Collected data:

###

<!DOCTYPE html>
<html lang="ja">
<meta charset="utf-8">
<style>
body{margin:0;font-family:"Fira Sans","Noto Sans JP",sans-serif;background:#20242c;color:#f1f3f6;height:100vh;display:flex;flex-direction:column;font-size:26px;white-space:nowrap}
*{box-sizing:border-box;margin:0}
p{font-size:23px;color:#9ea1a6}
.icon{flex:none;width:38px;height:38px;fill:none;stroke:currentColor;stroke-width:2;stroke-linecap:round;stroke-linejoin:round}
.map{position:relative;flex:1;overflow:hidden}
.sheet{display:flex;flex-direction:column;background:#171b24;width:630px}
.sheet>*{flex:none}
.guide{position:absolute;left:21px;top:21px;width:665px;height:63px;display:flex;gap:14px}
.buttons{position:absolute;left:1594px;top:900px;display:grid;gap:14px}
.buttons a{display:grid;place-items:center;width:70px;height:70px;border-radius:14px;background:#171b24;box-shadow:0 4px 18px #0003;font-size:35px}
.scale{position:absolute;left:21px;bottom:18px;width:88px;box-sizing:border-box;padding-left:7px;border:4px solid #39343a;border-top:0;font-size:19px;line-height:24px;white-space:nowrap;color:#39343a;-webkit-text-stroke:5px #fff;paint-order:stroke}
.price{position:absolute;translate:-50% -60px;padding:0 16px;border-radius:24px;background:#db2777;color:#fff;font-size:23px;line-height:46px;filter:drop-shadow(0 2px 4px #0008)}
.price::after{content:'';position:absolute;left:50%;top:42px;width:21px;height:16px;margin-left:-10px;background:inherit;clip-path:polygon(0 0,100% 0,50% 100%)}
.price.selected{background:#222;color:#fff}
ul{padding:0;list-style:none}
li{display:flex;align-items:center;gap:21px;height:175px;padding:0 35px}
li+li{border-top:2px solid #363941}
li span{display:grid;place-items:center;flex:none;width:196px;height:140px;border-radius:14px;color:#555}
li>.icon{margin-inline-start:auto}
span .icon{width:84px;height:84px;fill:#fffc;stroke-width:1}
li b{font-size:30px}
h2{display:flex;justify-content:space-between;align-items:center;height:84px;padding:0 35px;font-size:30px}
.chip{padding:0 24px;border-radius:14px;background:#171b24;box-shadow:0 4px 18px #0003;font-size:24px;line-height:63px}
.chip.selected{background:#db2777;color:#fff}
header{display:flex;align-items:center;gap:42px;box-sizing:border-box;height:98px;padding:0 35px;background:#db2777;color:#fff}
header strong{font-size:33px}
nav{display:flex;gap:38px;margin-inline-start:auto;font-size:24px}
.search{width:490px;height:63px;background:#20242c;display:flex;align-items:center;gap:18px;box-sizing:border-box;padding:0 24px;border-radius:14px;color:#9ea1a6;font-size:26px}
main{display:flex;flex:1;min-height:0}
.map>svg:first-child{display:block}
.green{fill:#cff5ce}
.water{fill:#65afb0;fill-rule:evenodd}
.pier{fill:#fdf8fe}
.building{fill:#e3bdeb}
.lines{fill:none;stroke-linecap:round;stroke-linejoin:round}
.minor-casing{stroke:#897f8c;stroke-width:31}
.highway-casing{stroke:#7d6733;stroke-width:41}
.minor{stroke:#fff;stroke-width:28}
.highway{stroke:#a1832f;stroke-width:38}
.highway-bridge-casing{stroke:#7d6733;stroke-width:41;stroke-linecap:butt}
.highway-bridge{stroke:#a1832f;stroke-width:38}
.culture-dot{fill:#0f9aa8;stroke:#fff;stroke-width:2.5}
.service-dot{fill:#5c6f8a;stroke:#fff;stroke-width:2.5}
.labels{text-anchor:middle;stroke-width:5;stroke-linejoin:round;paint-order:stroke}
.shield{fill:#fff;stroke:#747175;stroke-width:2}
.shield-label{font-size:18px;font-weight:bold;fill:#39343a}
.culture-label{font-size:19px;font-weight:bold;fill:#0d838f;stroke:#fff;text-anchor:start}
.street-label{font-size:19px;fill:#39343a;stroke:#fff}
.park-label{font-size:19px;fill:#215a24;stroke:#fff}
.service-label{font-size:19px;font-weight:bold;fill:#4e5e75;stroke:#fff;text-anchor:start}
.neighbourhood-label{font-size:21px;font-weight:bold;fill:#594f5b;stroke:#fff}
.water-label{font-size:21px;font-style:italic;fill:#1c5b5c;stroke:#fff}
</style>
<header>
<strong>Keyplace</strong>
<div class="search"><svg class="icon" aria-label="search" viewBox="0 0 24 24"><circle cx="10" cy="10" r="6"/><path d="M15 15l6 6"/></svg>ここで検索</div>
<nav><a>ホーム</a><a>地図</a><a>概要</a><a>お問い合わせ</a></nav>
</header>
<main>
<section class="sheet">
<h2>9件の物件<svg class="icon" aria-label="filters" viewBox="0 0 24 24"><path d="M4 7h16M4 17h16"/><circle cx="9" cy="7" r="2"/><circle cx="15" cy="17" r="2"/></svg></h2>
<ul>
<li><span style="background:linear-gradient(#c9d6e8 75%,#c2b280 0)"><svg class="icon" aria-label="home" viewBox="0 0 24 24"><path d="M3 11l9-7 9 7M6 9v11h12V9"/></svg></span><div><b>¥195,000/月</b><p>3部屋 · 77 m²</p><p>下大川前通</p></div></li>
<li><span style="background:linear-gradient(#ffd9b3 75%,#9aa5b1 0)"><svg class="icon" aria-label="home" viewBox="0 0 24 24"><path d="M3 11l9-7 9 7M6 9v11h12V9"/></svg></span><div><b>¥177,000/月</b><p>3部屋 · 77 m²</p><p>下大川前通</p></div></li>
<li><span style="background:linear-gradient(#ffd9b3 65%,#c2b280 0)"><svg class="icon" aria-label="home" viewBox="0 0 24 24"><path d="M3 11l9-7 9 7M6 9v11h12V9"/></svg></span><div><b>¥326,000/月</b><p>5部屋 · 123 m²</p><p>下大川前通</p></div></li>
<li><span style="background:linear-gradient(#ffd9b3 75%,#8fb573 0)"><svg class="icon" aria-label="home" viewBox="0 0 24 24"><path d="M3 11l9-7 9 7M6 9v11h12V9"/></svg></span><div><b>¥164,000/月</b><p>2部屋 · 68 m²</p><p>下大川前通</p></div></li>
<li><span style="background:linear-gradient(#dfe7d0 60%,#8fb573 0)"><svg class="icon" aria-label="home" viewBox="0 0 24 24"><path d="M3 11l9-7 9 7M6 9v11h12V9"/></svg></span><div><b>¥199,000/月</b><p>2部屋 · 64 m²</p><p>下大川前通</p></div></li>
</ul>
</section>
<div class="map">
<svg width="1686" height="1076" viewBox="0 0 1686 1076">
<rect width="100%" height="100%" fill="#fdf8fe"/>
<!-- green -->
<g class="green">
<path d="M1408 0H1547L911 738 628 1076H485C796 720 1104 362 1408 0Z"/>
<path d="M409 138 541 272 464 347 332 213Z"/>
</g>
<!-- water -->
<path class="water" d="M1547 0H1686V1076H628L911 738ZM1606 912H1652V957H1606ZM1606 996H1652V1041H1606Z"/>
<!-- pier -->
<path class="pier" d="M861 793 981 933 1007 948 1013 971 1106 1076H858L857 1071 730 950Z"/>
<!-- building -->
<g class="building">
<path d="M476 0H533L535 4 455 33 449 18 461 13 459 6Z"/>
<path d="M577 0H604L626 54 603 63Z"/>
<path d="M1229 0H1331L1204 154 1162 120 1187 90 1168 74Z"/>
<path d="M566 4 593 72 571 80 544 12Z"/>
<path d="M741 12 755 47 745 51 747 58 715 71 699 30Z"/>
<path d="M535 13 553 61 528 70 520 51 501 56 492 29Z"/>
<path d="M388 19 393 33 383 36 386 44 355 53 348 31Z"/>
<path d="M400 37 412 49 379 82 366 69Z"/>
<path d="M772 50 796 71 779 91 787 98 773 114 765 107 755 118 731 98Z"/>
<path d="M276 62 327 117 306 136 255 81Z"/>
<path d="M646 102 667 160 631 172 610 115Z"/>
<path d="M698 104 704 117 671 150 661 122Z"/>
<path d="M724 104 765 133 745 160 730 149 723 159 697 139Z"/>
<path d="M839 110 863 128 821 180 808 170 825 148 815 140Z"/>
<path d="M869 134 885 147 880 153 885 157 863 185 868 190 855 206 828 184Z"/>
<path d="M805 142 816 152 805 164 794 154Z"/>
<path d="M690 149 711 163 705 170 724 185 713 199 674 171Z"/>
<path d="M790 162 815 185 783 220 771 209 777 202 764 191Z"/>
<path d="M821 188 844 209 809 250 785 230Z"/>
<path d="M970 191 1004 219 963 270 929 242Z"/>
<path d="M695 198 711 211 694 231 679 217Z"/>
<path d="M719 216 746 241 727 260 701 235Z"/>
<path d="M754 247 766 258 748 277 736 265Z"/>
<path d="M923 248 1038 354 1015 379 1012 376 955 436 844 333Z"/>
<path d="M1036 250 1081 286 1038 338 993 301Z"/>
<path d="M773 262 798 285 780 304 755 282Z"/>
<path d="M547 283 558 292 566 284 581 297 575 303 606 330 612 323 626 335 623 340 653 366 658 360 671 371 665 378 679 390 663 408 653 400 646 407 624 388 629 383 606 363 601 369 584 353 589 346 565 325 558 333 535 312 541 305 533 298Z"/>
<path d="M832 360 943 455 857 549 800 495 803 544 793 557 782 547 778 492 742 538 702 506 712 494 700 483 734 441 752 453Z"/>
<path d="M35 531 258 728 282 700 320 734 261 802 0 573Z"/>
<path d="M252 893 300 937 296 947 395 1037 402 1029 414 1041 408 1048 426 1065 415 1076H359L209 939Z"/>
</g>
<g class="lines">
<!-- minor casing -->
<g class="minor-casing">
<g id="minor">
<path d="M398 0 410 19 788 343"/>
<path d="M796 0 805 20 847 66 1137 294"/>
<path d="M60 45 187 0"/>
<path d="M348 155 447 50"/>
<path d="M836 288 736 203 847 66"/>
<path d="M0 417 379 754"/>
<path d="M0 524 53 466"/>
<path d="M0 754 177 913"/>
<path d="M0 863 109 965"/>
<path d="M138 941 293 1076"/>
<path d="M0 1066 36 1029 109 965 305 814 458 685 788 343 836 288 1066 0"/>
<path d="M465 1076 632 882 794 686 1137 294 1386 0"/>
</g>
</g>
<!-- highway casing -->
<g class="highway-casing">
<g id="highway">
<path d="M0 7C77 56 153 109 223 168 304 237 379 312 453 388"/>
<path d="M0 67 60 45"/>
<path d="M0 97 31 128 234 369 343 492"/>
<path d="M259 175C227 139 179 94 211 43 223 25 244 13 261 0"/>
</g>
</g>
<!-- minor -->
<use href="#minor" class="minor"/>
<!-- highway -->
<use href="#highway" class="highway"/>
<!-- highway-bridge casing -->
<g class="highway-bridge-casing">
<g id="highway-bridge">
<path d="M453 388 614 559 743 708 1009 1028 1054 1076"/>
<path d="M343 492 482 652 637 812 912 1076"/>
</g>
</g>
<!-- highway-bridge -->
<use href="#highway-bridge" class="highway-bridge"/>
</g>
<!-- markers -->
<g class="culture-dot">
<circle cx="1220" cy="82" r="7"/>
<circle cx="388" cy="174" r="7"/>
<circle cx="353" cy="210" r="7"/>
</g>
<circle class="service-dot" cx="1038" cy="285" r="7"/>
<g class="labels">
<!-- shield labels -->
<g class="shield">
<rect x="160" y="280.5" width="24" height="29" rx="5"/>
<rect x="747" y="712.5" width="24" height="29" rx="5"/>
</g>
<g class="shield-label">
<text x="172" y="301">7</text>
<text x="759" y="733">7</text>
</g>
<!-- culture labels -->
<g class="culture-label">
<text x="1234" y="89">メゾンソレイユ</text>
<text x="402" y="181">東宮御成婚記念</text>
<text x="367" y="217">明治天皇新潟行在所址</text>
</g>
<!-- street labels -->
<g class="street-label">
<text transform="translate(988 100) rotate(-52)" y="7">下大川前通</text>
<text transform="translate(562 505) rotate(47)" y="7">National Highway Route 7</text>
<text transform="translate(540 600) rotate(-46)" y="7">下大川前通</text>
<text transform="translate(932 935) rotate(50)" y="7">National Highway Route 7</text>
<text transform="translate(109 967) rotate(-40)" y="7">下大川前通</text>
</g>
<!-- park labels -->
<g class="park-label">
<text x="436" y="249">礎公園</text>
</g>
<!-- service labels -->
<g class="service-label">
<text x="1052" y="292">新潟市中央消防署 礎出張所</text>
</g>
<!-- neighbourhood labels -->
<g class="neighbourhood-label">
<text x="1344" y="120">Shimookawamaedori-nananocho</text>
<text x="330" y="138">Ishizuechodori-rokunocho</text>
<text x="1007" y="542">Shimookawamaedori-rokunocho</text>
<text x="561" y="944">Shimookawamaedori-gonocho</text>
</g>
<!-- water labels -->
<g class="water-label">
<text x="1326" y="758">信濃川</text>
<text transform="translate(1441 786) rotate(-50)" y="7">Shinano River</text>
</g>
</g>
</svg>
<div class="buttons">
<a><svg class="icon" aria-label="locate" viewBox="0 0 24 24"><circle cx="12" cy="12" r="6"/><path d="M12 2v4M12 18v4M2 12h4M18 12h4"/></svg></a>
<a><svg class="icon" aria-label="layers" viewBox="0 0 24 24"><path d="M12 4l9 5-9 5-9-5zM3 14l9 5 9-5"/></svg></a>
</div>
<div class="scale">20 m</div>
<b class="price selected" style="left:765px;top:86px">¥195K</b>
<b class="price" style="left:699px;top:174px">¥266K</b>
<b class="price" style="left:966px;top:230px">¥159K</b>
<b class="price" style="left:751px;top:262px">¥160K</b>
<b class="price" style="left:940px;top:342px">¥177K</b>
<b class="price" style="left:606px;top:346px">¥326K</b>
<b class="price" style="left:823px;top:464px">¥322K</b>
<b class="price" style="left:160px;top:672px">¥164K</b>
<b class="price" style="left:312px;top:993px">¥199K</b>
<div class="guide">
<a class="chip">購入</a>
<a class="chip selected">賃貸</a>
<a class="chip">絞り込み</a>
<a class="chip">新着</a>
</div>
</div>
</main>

###

# Activity
Reproduce every line from the entries that holds the word "sheet".

# Result of the task
.sheet{display:flex;flex-direction:column;background:#171b24;width:630px}
.sheet>*{flex:none}
<section class="sheet">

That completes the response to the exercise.